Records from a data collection

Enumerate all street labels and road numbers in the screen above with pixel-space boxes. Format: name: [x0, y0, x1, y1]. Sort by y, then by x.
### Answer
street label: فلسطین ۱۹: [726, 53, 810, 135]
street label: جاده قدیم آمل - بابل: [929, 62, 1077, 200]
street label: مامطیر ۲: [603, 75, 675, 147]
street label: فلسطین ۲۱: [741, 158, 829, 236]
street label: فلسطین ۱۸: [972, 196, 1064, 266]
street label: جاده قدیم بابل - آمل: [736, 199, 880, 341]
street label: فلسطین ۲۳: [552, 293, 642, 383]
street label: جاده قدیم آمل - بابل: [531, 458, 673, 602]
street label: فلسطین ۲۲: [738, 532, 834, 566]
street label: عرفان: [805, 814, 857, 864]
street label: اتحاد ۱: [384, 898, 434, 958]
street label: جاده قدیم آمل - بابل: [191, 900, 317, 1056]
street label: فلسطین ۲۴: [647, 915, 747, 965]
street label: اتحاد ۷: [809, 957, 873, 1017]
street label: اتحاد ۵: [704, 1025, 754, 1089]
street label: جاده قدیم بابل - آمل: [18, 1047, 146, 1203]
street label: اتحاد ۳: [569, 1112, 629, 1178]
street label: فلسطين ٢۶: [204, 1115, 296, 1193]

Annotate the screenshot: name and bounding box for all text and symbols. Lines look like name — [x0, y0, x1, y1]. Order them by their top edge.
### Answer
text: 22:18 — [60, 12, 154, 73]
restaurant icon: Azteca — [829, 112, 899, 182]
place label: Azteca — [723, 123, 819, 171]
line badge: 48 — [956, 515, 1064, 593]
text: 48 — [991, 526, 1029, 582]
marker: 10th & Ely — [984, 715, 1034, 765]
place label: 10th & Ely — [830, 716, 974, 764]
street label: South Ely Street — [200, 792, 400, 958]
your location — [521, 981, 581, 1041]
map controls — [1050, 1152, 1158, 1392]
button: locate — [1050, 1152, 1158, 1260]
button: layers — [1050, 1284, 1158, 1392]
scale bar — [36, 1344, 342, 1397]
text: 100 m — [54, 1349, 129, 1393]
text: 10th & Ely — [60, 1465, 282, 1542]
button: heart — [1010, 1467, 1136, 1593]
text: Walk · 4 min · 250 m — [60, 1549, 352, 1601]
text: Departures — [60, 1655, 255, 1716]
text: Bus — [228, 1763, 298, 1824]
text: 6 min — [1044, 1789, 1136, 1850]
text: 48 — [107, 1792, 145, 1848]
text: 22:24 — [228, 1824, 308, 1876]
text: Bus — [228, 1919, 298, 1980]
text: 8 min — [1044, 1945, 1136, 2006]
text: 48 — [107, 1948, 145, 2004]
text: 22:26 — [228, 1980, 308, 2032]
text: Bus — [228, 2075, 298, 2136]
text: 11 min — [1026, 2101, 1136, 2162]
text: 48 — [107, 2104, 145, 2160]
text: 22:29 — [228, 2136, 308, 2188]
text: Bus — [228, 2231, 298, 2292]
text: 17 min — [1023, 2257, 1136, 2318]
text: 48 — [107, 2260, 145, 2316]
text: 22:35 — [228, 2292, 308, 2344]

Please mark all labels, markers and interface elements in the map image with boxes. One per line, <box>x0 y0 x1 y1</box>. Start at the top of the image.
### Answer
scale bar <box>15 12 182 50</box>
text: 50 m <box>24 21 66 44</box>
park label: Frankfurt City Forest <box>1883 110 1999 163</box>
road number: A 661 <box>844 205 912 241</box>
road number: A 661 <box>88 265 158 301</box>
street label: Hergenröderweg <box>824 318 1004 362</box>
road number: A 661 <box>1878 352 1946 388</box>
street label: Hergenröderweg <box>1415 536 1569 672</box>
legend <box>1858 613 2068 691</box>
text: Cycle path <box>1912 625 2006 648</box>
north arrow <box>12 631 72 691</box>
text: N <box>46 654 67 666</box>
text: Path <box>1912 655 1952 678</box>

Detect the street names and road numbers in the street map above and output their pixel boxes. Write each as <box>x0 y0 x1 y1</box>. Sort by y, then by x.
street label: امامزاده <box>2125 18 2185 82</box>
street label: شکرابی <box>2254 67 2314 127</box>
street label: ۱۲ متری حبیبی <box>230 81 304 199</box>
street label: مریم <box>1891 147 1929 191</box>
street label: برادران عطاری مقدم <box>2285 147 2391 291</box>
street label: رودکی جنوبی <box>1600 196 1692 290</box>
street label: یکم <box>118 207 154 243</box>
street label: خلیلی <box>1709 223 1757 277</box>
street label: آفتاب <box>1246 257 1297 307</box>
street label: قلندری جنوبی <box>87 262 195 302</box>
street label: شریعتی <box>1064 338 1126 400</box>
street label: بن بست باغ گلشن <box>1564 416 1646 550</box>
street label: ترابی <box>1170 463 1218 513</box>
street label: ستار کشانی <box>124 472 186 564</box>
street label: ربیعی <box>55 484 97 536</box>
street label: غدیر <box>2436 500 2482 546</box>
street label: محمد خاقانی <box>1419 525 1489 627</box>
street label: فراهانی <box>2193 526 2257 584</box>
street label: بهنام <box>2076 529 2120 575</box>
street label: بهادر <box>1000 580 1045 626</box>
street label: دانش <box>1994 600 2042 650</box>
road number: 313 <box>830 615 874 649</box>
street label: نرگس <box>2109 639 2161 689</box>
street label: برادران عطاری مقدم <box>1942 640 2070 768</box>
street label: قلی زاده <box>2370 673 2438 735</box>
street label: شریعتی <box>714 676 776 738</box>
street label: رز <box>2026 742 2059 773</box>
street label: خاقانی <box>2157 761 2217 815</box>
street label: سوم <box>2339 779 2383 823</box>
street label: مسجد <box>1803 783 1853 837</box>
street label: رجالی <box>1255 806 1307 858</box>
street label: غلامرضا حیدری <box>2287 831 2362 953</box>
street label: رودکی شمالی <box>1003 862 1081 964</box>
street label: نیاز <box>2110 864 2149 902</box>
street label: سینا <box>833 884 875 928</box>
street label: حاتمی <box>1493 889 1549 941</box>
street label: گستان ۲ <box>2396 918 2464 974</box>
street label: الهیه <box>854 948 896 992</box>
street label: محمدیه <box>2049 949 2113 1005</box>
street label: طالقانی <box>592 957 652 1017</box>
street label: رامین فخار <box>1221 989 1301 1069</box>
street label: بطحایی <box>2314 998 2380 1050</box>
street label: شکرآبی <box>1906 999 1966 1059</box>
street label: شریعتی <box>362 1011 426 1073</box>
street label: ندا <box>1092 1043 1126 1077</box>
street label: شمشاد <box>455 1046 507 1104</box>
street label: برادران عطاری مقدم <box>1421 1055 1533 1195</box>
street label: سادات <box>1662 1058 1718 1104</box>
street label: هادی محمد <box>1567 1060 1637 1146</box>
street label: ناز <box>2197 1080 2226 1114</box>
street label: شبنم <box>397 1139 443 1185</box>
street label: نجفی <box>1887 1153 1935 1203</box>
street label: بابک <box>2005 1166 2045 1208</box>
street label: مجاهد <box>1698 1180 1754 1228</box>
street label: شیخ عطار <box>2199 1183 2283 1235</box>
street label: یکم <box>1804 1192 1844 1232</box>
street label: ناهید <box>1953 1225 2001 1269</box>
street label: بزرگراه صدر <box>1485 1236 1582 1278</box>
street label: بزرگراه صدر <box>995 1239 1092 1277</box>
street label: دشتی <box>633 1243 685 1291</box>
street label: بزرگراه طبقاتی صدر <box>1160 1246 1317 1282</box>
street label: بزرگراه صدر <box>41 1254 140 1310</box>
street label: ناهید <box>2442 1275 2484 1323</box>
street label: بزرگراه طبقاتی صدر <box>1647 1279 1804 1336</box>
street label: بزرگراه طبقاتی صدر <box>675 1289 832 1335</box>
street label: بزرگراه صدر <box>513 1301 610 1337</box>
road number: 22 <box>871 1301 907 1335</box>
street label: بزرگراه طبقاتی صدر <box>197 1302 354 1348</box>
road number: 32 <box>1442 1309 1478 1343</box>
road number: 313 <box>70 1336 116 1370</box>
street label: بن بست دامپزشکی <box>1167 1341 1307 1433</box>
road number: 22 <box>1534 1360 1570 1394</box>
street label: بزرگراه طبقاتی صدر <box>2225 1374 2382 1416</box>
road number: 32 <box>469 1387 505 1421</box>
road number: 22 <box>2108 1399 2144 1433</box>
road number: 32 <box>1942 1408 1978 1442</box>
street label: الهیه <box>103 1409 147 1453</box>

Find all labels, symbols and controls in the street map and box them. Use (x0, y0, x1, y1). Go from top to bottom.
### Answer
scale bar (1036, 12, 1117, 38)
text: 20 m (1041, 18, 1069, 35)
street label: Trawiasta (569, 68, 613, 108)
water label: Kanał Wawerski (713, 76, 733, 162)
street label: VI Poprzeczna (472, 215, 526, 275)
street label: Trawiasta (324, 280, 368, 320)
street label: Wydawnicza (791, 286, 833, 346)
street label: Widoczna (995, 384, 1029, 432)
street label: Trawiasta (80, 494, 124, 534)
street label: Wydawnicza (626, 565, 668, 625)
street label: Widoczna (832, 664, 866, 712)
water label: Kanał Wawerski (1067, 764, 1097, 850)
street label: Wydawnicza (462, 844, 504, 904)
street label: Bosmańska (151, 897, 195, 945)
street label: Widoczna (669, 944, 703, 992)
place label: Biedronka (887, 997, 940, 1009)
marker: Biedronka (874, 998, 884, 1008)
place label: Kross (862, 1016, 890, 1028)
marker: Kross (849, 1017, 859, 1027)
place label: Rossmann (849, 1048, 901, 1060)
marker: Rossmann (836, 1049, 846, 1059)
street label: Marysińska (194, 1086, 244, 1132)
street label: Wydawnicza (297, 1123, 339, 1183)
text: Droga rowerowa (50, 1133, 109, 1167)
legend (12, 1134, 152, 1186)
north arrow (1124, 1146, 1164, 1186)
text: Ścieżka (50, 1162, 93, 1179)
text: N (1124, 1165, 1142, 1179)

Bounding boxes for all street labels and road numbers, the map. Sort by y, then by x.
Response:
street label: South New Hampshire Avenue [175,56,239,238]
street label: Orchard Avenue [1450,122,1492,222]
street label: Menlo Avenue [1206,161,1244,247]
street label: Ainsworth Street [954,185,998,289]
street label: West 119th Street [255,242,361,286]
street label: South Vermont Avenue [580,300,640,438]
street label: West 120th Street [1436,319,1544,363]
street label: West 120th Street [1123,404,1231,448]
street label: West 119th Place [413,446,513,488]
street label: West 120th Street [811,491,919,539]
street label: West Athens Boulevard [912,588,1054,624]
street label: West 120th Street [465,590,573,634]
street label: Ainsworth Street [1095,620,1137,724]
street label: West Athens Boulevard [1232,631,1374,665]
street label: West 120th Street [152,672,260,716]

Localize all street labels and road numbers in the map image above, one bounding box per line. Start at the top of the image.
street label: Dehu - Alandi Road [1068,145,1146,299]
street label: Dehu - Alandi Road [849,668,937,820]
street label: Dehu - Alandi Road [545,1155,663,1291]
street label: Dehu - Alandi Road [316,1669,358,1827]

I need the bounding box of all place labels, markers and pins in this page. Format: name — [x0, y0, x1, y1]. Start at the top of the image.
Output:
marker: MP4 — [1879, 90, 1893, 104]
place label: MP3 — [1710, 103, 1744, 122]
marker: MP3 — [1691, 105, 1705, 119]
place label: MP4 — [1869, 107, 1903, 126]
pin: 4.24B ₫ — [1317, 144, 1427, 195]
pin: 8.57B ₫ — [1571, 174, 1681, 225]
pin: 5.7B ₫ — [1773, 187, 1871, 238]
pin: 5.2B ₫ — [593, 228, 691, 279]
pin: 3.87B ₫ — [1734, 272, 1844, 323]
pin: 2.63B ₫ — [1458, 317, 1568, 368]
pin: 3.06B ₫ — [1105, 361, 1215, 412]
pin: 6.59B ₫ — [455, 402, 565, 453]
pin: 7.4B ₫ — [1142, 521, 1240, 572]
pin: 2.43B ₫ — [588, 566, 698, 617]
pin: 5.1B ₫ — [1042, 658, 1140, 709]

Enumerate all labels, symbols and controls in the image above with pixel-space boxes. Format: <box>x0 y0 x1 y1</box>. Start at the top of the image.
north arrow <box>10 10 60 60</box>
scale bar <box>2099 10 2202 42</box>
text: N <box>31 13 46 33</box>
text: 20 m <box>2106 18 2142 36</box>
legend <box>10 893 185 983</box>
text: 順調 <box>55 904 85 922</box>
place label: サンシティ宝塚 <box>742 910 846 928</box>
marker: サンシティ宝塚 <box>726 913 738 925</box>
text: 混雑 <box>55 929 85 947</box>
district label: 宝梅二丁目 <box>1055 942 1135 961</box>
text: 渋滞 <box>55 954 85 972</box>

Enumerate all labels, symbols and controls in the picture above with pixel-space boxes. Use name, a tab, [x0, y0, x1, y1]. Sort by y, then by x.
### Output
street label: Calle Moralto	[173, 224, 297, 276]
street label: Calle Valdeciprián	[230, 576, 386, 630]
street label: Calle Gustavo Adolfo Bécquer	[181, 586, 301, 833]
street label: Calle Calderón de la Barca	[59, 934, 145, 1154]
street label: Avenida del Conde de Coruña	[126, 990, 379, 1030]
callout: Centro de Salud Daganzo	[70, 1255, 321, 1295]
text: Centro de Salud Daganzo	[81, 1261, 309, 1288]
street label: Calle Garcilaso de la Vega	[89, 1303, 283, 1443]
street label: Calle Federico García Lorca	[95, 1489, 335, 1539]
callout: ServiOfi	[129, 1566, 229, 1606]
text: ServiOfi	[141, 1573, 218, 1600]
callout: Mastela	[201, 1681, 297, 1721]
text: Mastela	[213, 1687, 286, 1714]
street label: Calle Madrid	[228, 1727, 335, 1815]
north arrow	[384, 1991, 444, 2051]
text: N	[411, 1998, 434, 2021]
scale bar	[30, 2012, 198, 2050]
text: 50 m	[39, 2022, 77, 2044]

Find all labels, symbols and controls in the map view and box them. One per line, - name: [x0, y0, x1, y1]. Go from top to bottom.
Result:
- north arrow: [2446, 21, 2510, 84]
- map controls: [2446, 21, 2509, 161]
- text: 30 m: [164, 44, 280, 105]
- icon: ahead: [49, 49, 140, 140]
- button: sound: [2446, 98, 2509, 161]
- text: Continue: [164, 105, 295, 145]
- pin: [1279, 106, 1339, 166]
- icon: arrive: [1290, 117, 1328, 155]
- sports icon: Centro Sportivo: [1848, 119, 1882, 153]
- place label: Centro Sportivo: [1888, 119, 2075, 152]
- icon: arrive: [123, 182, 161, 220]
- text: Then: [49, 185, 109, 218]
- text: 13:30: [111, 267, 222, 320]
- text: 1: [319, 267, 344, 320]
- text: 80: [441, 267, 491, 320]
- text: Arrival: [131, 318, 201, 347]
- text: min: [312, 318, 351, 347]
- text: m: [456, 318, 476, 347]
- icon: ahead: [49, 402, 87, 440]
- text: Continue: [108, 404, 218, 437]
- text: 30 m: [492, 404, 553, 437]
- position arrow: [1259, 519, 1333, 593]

# WHAT YOU NEED TO DO:
Working through the entries above, copy every line in which "Start" is found.

# SOLUTION BELOW:
Please mark all labels, markers and interface elements in the map image with boxes. One per line, <box>x0 y0 x1 y1</box>. Start at the top of the image.
Localize all street labels and road numbers in the map image above, one bounding box per line. Start at the top of the image.
I need the bounding box of all place labels, markers and pins in this page. Format: name — [x0, y0, x1, y1]. Start at the top of the image.
Enumerate all labels, symbols and controls in the image above with pixel-space boxes. Format: <box>x0 y0 x1 y1</box>. Start at the top of the image.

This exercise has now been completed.